» Task item
Exactly one number should make up the answer: how many lines of the listing contain the string "عبدالله".
Data excerpts START
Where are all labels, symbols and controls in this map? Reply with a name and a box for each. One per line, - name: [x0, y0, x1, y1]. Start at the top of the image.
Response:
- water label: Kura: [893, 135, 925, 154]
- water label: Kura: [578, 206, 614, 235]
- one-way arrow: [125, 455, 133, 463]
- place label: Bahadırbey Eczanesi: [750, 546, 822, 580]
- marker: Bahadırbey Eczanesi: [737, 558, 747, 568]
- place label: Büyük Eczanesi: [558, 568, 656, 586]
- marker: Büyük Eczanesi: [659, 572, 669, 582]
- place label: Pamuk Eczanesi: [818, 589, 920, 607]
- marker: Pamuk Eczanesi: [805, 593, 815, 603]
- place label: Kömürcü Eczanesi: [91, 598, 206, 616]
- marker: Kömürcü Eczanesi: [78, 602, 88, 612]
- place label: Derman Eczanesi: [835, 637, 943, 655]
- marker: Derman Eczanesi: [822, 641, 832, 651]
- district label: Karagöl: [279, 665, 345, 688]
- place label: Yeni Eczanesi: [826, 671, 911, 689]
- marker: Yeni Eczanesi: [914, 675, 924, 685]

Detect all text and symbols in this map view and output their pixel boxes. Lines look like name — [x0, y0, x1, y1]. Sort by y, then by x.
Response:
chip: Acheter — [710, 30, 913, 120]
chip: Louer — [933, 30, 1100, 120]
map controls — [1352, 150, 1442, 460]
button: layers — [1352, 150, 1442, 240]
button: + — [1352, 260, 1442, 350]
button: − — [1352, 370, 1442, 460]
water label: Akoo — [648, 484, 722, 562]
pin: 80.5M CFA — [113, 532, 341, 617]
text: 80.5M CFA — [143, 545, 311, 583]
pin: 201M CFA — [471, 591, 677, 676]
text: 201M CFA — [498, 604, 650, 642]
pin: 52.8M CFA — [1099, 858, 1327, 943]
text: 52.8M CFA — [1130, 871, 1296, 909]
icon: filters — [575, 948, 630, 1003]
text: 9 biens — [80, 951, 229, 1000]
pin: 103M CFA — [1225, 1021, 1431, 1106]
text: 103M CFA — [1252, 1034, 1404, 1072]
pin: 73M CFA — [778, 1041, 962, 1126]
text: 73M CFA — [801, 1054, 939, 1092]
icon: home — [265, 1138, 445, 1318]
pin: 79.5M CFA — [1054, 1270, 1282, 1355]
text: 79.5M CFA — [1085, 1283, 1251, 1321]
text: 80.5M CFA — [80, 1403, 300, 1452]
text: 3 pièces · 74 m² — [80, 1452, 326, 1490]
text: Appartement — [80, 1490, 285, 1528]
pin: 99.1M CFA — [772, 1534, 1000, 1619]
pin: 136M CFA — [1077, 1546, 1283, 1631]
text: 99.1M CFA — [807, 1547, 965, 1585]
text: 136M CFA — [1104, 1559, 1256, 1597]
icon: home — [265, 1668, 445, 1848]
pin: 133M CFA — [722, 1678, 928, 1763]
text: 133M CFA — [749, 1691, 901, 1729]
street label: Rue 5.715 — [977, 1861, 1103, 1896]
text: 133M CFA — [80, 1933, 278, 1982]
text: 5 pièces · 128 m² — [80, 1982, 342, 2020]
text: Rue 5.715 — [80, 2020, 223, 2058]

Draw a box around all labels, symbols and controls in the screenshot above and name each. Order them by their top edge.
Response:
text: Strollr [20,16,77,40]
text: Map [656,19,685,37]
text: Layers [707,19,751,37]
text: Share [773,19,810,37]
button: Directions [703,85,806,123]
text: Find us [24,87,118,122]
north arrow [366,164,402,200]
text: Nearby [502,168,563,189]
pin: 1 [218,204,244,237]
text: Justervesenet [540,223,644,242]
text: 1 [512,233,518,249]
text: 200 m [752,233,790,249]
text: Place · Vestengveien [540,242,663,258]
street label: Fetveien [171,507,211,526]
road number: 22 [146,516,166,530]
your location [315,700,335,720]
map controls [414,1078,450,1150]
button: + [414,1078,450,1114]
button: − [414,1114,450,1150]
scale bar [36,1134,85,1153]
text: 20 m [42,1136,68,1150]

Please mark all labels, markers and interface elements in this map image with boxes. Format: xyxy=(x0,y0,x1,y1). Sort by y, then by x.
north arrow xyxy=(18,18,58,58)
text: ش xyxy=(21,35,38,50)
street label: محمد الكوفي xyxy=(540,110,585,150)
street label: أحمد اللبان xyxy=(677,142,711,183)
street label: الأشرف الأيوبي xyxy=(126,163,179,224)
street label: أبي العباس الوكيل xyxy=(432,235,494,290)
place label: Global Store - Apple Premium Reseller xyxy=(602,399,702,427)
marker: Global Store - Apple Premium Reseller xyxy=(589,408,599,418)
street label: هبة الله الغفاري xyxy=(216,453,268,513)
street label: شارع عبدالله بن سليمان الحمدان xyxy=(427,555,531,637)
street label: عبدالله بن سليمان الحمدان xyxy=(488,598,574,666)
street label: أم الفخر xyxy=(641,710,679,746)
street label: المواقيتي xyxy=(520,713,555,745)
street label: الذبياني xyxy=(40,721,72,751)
Data excerpts END
» Result of the exercise
2